By Lalita Panicker
New Delhi: It was an attempt to emerge as the champion of anti-racism but how horribly it backfired on former BJP MP Tarun Vijay. In his foolish bid to prove that Indians were not racist, Vijay asked if this were so, why do we live with South Indians?
We presume that Vijay in this impassioned intervention on Al Jazeera was speaking about us Madrasis who are all presumed to be black. Of course, the Twitterverse has exploded in outrage with just the odd color commissar saying that poor Vijay was trying to prove India’s non-racist credentials.
Being from the south myself, I am not at all surprised by his remarks and there is nothing to be outraged about. He has just said what many people who should know better believe to be true. That south Indians, for whatever reason are black.

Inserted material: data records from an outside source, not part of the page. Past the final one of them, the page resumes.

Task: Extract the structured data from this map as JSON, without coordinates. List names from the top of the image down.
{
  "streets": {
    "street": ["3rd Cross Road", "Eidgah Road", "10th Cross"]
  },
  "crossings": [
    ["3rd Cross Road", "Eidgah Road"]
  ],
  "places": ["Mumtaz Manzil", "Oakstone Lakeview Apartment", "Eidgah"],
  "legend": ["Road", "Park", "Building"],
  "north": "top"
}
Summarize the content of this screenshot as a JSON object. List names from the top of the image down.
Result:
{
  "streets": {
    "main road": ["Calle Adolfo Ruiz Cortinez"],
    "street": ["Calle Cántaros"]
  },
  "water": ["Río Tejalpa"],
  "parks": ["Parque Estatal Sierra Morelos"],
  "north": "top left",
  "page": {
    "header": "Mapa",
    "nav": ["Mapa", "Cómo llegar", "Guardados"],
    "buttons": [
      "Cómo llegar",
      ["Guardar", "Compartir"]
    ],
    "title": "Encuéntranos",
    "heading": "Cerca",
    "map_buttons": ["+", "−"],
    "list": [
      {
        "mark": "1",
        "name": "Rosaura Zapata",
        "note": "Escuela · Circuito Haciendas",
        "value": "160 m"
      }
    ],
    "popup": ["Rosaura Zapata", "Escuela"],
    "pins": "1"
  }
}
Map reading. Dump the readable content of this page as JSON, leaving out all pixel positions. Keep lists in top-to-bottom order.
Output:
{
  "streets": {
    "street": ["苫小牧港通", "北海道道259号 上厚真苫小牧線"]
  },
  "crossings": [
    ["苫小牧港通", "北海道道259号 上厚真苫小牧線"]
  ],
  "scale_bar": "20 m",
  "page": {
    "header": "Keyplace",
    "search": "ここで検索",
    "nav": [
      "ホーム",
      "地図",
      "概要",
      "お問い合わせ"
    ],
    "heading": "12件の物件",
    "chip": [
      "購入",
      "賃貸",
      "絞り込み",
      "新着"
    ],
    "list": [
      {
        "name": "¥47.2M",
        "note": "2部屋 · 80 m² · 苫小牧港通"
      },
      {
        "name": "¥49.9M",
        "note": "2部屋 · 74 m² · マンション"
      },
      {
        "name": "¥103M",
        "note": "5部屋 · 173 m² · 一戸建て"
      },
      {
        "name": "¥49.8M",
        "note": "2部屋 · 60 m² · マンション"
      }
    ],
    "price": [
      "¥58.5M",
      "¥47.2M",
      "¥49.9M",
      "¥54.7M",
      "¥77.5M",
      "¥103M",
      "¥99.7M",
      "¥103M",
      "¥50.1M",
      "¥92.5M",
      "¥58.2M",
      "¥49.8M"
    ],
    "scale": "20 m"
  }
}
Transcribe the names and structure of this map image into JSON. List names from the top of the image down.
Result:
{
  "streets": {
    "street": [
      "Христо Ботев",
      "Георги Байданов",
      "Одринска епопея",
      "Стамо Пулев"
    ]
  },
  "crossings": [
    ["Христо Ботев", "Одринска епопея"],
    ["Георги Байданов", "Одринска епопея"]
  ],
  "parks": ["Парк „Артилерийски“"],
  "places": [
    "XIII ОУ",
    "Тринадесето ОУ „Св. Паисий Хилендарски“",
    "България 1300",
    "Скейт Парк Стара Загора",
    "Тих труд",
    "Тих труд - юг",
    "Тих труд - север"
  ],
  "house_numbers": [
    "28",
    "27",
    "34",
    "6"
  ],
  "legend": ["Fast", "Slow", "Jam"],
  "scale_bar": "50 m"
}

I remember the decidedly odd views on this subject from a former edit page editor of mine, a man who presided over the opinions of a powerful newspaper where I once worked. He was outraged that I and another colleague from Kerala could look so different from each other. Why, he wondered aloud, was I not black and had straight hair while my colleague was, in the words of this eminent editor, black and had wiry hair. This question, which we did not deign to answer really perplexed the poor man who brought it up on a couple of occasions only to be met with silence from me and my colleague.
I also recall in my Madrasi mind a time when my son was at a very well-known school and came home quite agitated one day. His teacher, he said, had said south Indians were black because of the weather in the south. My son, in what he thought was a valiant defense of his mother, informed her that I was not black and wondered if she might be wrong. She was not, she assured him, saying that his mother may be an exception.
But before you think that we Madrasis are a noble and suffering lot, let me tell you that we are as racist as they come. The demand for fair brides is boundless with those of darker shades being looked upon with pity and their would-be grooms deserving of a higher dowry to soften the blow.
Have you ever seen a matrimonial ad in the south which said the bride in question or even bridegroom was dark? No, he or she will be wheatish, whatever that means. In fact, it is quite a compliment in the south for a woman to be told she looks like a Punjabi because that suggests that she is fair.
So, the government might dismiss incidents of violence against people from African countries as not being motivated by racism. But colour matters very much to us and many of our choicest abuses are based on this. How often I have heard this, again in the so-called enlightened south “she is not bad looking even though she is black.” The parents of girls who happen to be dark are commiserated with quite openly, “poor things, how difficult it will be for you to find a good match.”
So take heart Tarun Vijay. You have spoken out bravely about living with black people all around, of living with the whole, yes not parts, of south India.
For this, the organization of which you are an ideologue and whose magazine you edited for many years, the mighty RSS, that arbiter of Indian culture and tradition, will surely fete you. So bash on regardless, you are in the company of many like-minded souls even in the south, that bastion of blackness according to you.
(Lalita Panicker leads the opinion section at Hindustan Times. Over a 33-year career, she has specialized in gender issues, reproductive health, child rights, politics and social engineering. This article appeared in The Hindustan Times on April 7, 2017.)